L'accoglienza a Cariati dei profughi ucraini
3 minuti per la letturaCARIATI (COSENZA) – Hanno il volto segnato dal dolore di chi è costretto a fuggire dal proprio paese, dopo aver toccato da vicino la morte sotto i bombardamenti. Vira e Svitlana sono nuora e suocera, giunte dall’Ucraina in Italia nella settimana di Pasqua insieme ai loro otto bambini di varie età (il più piccolo due anni, la più grande 18, in mezzo due gemelli di tre anni).
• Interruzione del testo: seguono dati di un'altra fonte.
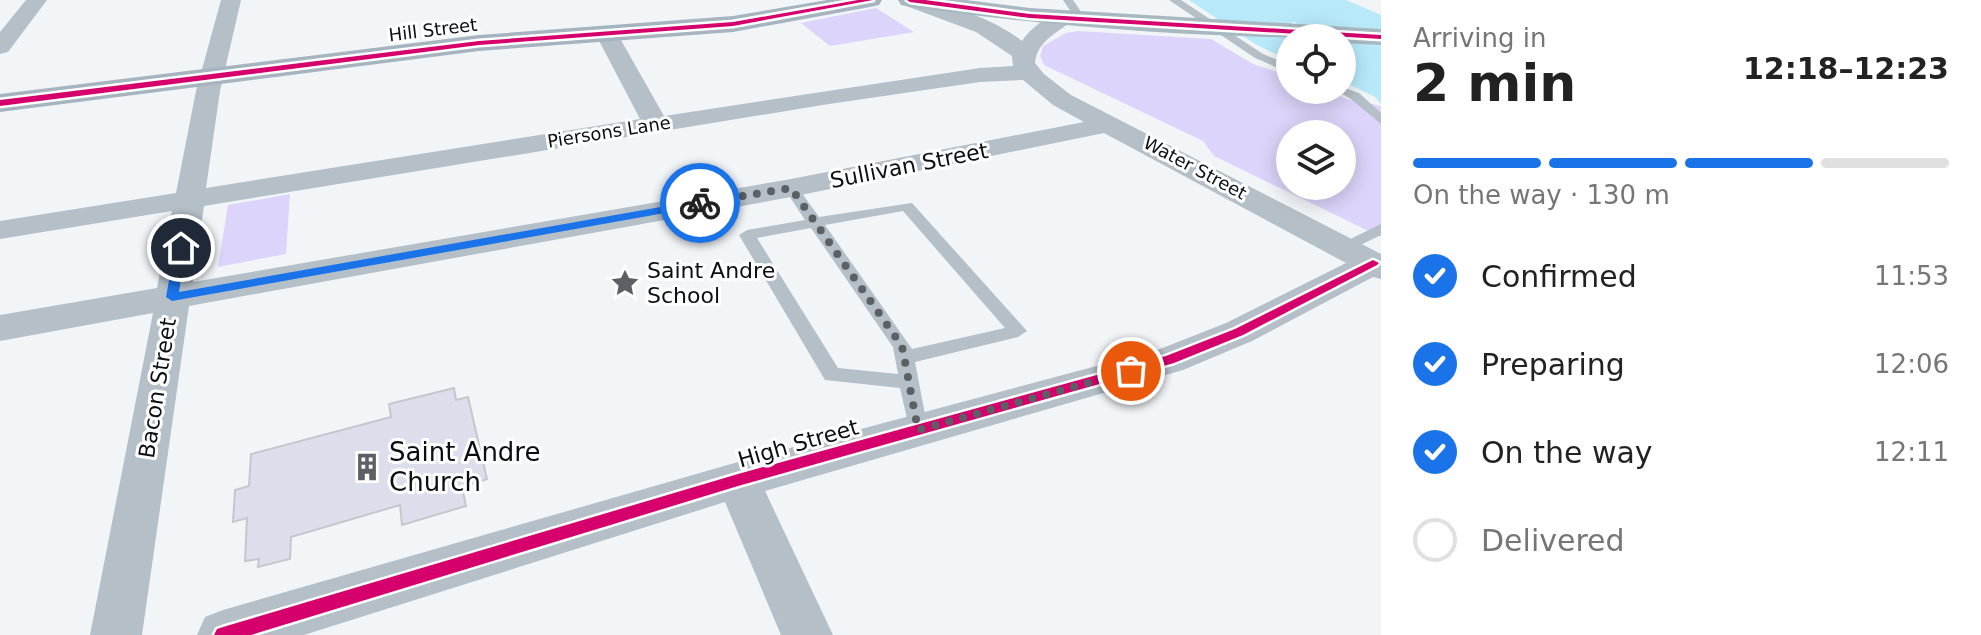 <!DOCTYPE html>
<html lang="en">
<head>
<meta charset="utf-8">
<style>
	:root { --surface:#fff; --page:#f2f2f2; --text:#222; --muted:#767676; --line:#e0e0e0; --accent:#1a73e8 }
	body { margin:0; font-family:"DejaVu Sans",sans-serif; background:var(--page); color:var(--text); height:100vh; display:flex; flex-direction:column; font-size:30px; white-space:nowrap }
	* { box-sizing:border-box; margin:0 }
	p { font-size:26px; color:var(--muted) }
	.icon { flex:none; width:44px; height:44px; fill:none; stroke:currentColor; stroke-width:2; stroke-linecap:round; stroke-linejoin:round }
	.map { position:relative; flex:1; overflow:hidden }
	.side { display:flex; flex-direction:column; background:var(--surface); width:600px }
	.side>* { flex:none }
	.tools { position:absolute; left:1276px; top:24px; display:grid; gap:16px }
	.tools a { display:grid; place-items:center; width:80px; height:80px; border-radius:50%; background:var(--surface); box-shadow:0 4px 20px #0003; font-size:40px }
	.pin { position:absolute; display:grid; place-items:center; width:68px; height:68px; color:#fff; margin:-34px; border:4px solid #fff; border-radius:50%; box-shadow:0 2px 8px #0007 }
	.courier { position:absolute; display:grid; place-items:center; width:80px; height:80px; margin:-40px; border:6px solid #1a73e8; border-radius:50%; background:#fff; color:#222; box-shadow:0 2px 10px #0007 }
	.head em { font-style:normal; font-weight:700 }
	.head div { display:flex; flex-direction:column-reverse }
	.head { display:flex; align-items:center; justify-content:space-between; height:136px; padding:0 32px }
	h1 { font-size:52px; font-weight:700; line-height:60px }
	.bar { display:grid; grid-template-columns:repeat(4,1fr); gap:12px 8px; align-content:center; height:96px; padding:0 32px }
	.bar i { height:10px; border-radius:6px; background:var(--line) }
	.bar .selected { background:var(--accent) }
	.bar p { grid-column:span 4 }
	ol { padding:0 32px; list-style:none }
	li { display:flex; align-items:center; gap:24px; height:88px }
	li p { margin-inline-start:auto }
	li .icon { padding:8px; border-radius:50%; background:var(--accent); color:#fff; stroke-width:4 }
	li:last-child { color:var(--muted) }
	li i { width:44px; height:44px; border:4px solid var(--line); border-radius:50% }
	main { display:flex; flex:1; min-height:0 }
	.map>svg:first-child { display:block }
	.green { fill:#dcd4fa; fill-rule:evenodd }
	.water { fill:#b8e9f9 }
	.building { fill:#dcdfeb; stroke:#c5c7cd; stroke-width:2 }
	.lines { fill:none; stroke-linecap:round; stroke-linejoin:round }
	.lane { fill:#b4bfc8; fill-rule:evenodd }
	.street { fill:#b4bfc8; fill-rule:evenodd }
	.secondary { fill:#a6b4bf; fill-rule:evenodd }
	.primary { fill:#a8b8c1; fill-rule:evenodd }
	.cycleway-casing { stroke:#fff; stroke-width:5 }
	.cycleway { fill:#d6006c; fill-rule:evenodd }
	.route { fill:#1a73e8 }
	.done { stroke:#5c6064; stroke-width:8; stroke-dasharray:0 14.4 }
	.labels { text-anchor:middle; stroke-width:6; stroke-linejoin:round; paint-order:stroke }
	.far-street-label { font-size:18px; fill:#0b0f14; stroke:#fff }
	.street-label { font-size:22px; fill:#0b0f14; stroke:#fff }
	.poi-label { font-size:22px; fill:#0b0f14; stroke:#fff; text-anchor:start }
	.near-poi-label { font-size:26px; fill:#0b0f14; stroke:#fff; text-anchor:start }
</style>
</head>
<body>
<main>
<div class="map">
<svg width="1381" height="635" viewBox="0 0 1381 635">
	<rect width="100%" height="100%" fill="#f2f5f8"/>
	<g class="green">
		<path d="M 876,8 L 914,32 L 830,46 L 801,23 Z"/>
		<path d="M 1078,31 L 1211,39 L 1253,64 L 1290,76 L 1290,90 L 1324,90 L 1347,99 L 1381,106 L 1381,237 L 1214,156 L 1203,141 L 1044,65 L 1040,56 L 1043,46 L 1066,33 ZM 1290,134 L 1342,134 L 1342,186 L 1290,186 Z"/>
		<path d="M 290,194 L 286,254 L 218,267 L 228,205 Z"/>
	</g>
	<path class="water" d="M 1189,0 L 1346,0 L 1381,15 L 1381,104 L 1375,97 L 1342,81 L 1342,38 L 1313,38 L 1295,22 L 1291,22 L 1307,38 L 1290,38 L 1290,61 L 1255,44 Z"/>
	<path class="building" d="M 454,388 L 456,400 L 468,397 L 487,479 L 462,487 L 466,506 L 402,525 L 400,505 L 291,537 L 290,559 L 258,567 L 259,559 L 245,561 L 247,518 L 233,522 L 235,490 L 249,486 L 251,454 L 391,417 L 389,404 Z"/>
	<g class="lines">
		<g class="lane">
			<path d="M 1063,0 L 1073,0 L 1086,19 L 1085,21 L 1077,21 Z"/>
			<path d="M 1169,0 L 1181,0 L 1263,54 L 1290,65 L 1290,73 L 1255,58 Z"/>
			<path d="M 1342,87 L 1359,93 L 1381,113 L 1381,124 L 1351,99 L 1335,90 L 1342,90 Z"/>
			<path d="M 791,184 L 796,185 L 819,217 L 912,203 L 1027,331 L 1018,337 L 915,362 L 928,430 L 925,436 L 918,438 L 911,436 L 900,388 L 825,380 L 739,235 L 747,230 L 805,220 L 784,188 ZM 903,211 L 1005,328 L 912,349 L 825,225 ZM 811,228 L 893,347 L 898,374 L 838,368 L 757,238 Z"/>
			<path d="M 1381,224 L 1381,235 L 1348,251 L 1342,252 L 1334,247 Z"/>
		</g>
		<g class="street">
			<path d="M 26,0 L 47,0 L 8,52 L 0,54 L 0,32 Z"/>
			<path d="M 221,0 L 241,0 L 220,91 L 206,188 L 640,119 L 595,33 L 606,26 L 617,33 L 664,116 L 980,68 L 1013,66 L 1012,56 L 976,32 L 901,4 L 898,0 C 940,0 988,15 1022,41 C 1031,27 1054,9 1071,14 L 1075,18 L 1071,22 C 1056,33 1037,42 1035,63 L 1044,74 L 1071,95 L 1381,254 L 1381,279 L 1373,277 L 1252,341 L 1183,370 L 765,491 L 833,635 L 781,635 L 725,502 L 304,635 L 197,635 L 205,617 L 223,610 L 738,462 L 1160,349 L 1226,323 L 1346,263 L 1104,133 L 791,197 L 189,306 L 142,635 L 90,635 L 153,313 L 0,341 L 0,315 L 157,288 L 172,211 L 0,239 L 0,221 L 176,193 L 196,91 ZM 1023,80 L 1053,105 L 1084,122 L 791,179 L 193,282 L 204,206 L 829,104 L 980,82 Z"/>
		</g>
		<path class="secondary" d="M 827,0 L 882,0 L 879,5 L 870,7 L 733,32 L 479,51 L 0,112 L 0,94 L 479,35 L 733,16 Z"/>
		<path class="primary" d="M 898,0 L 966,0 L 1030,8 L 1381,29 L 1381,45 L 1342,43 L 1342,38 C 1200,38 1053,27 910,7 L 901,5 Z"/>
		<defs>
			<g id="cycleway">
				<path d="M 858,0 L 873,0 L 733,26 L 479,45 L 0,106 L 0,100 L 479,41 L 733,22 Z"/>
				<path d="M 907,0 L 925,0 L 1030,14 L 1381,35 L 1381,39 L 1030,18 L 910,2 Z"/>
				<path d="M 1373,260 L 1379,263 L 1377,265 L 1243,335 L 1174,363 L 738,486 L 251,635 L 214,635 L 217,629 L 223,627 L 738,474 L 1166,356 L 1235,329 Z"/>
			</g>
		</defs>
		<use href="#cycleway" class="cycleway-casing"/>
		<use href="#cycleway" class="cycleway"/>
	</g>
	<path class="route" d="M 700,200 L 706,203 L 704,206 L 172,301 L 166,297 L 175,248 L 181,245 L 186,248 L 179,292 Z"/>
	<g class="lines">
		<path class="done" d="M 700,203 L 791,188 L 902,346 L 918,430 L 1131,371"/>
	</g>
	<defs>
		<symbol id="sight-bare" viewBox="-9 -9 18 18"><path d="M0-6L1.8-2.2L6-1.7L2.9 1.2L3.7 5.4L0 3.3L-3.7 5.4L-2.9 1.2L-6-1.7L-1.8-2.2Z" fill="#5c6064" stroke="#fff" stroke-width="2.5" paint-order="stroke"/></symbol>
		<symbol id="building-bare" viewBox="-9 -9 18 18"><path d="M-4-6H4V6H1V3H-1V6H-4ZM-2.5-4.3h1.7v1.8h-1.7ZM.8-4.3h1.7v1.8H.8ZM-2.5-1h1.7V.8h-1.7ZM.8-1h1.7V.8H.8Z" fill="#5c6064" stroke="#fff" stroke-width="2.5" paint-order="stroke"/></symbol>
	</defs>
	<g fill-rule="evenodd">
		<use href="#sight-bare" x="605" y="263" width="40" height="40"/>
		<use href="#building-bare" x="347" y="447" width="40" height="40"/>
	</g>
	<g class="labels">
		<g class="far-street-label">
			<text transform="translate(433 30) rotate(-7)" y="6">Hill Street</text>
			<text transform="translate(609 132) rotate(-9)" y="6">Piersons Lane</text>
			<text transform="translate(1195 168) rotate(28)" y="6">Water Street</text>
		</g>
		<g class="street-label">
			<text transform="translate(909 165) rotate(-11)" y="8">Sullivan Street</text>
			<text transform="translate(157 388) rotate(-81)" y="8">Bacon Street</text>
			<text transform="translate(798 443) rotate(-16)" y="8">High Street</text>
		</g>
		<g class="poi-label">
			<text x="647" y="278">Saint Andre<tspan x="647" dy="25">School</tspan></text>
		</g>
		<g class="near-poi-label">
			<text x="389" y="461">Saint Andre<tspan x="389" dy="30">Church</tspan></text>
		</g>
	</g>
</svg>
<div class="tools">
<a><svg class="icon" aria-label="locate" viewBox="0 0 24 24"><circle cx="12" cy="12" r="6"/><path d="M12 2v4M12 18v4M2 12h4M18 12h4"/></svg></a>
<a><svg class="icon" aria-label="layers" viewBox="0 0 24 24"><path d="M12 4l9 5-9 5-9-5zM3 14l9 5 9-5"/></svg></a>
</div>
<div class="pin" style="left:1131px;top:371px;background:#ea580c"><svg class="icon" aria-label="bag" viewBox="0 0 24 24"><path d="M5 8h14l-1 12H6zM9 8a3 3 0 0 1 6 0"/></svg></div>
<div class="pin" style="left:181px;top:248px;background:#1f2937"><svg class="icon" aria-label="home" viewBox="0 0 24 24"><path d="M3 11l9-7 9 7M6 9v11h12V9"/></svg></div>
<div class="courier" style="left:700px;top:203px"><svg class="icon" aria-label="bike" viewBox="0 0 24 24"><circle cx="6" cy="16" r="4"/><circle cx="18" cy="16" r="4"/><path d="M6 16l4-8h5l3 8M10 8l3 8H6M13 5h3"/></svg></div>
</div>
<section class="side">
<div class="head"><div><h1>2 min</h1><p>Arriving in</p></div><em>12:18–12:23</em></div>
<div class="bar"><i class="selected"></i><i class="selected"></i><i class="selected"></i><i></i><p>On the way · 130 m</p></div>
<ol>
<li><svg class="icon" aria-label="check" viewBox="0 0 24 24"><path d="M5 12l5 5 9-10"/></svg>Confirmed<p>11:53</p></li>
<li><svg class="icon" aria-label="check" viewBox="0 0 24 24"><path d="M5 12l5 5 9-10"/></svg>Preparing<p>12:06</p></li>
<li><svg class="icon" aria-label="check" viewBox="0 0 24 24"><path d="M5 12l5 5 9-10"/></svg>On the way<p>12:11</p></li>
<li><i></i>Delivered</li>
</ol>
</section>
</main>
</body>
</html>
Tutti, tra l’altro, scampati miracolosamente anche a una serie di esplosioni che sembrava dovessero centrare i vagoni del treno che li stava portando via.
Ma il cuore è rimasto lì, nella loro terra ferita. Vira, 38 anni e un fisico robusto, ha con sé la figlia diciottenne e un bambino di 11 anni. Nonna Svitlana, che di anni ne ha 61, e l’esile figura segnata dalla sofferenza e dalla paura, ha affrontato con coraggio il drammatico passaggio fino all’Italia, per mettere in salvo anche altri sei nipoti, tutti minorenni.
Il viaggio dalla loro terra è, infatti, durato sette giorni e si è concluso a Cariati, dove hanno ricevuto la calorosa accoglienza delle suore di Santa Gemma Galgani, con il sostegno del parroco di “Cristo Re”, don George Viju, e dei volontari. La famiglia di profughi era partita da Maidan, nel Donetsk; al confine con la Polonia, si sono imbarcati su un aereo della Caritas Italiana che li ha trasportati a Roma. Nella capitale hanno trovato ad attenderli i volontari della Caritas Diocesana di Rossano-Cariati che hanno provveduto al loro trasferimento a Cariati, dove la Madre Superiora suor Giovanna Costantino aveva già predisposto la loro sistemazione in un appartamento del Centro Missionario.
È proprio grazie a suor Giovanna e al traduttore Google che è stato possibile interloquire con la donna più giovane, per conoscere meglio la loro storia. «In Ucraina, in mezzo ai bombardamenti, ho lasciato mia madre, due sorelle, amici e parenti – racconta Vira – il nostro paese è vicino Barvenkovo ed è stato tutto bombardato, anche i paesi vicini sono stati devastati da incendi ed esplosioni. Abbiamo quindi deciso di fuggire con i bambini ma, quando siamo saliti sul treno, abbiamo subìto tre attacchi aerei, le bombe sono cadute a soli cinque metri da noi. Abbiamo avuto tantissima paura – ricorda – a me sono comparsi capelli bianchi che non avevo».
Vira e Svitlana non nascondono la grande preoccupazione per i loro uomini rimasti al fronte, come tutti quelli abili a combattere, con i quali riescono a comunicare solo tramite whatsapp. «Ci sentiamo spesso – è sempre Vira a parlare – ci dicono che i russi sono diventati più arroganti e che violentano donne e bambini». La speranza, tuttavia, è quella di tornare in Patria non appena la situazione sarà più tranquilla.
Nel frattempo, le due donne esprimono un’immensa gratitudine per suor Giovanna, che, dal canto suo, afferma: «Stiamo facendo di tutto per far vivere questi fratelli e sorelle serenamente, ma non è facile; è bastato vedere in televisione le immagini del conflitto in corso per far scappare fuori i bambini, mentre a Svitlana sono venuti gli attacchi di panico». La religiosa informa che, dopo i necessari adempimenti burocratici, gli ospiti potranno accedere ai servizi sanitari e i bambini potranno frequentare le scuole cittadine. Sarà, questa, una nuova sfida anche per la comunità educante, che avrà il compito di restituire ai piccoli quel sorriso che la guerra ha tolto loro.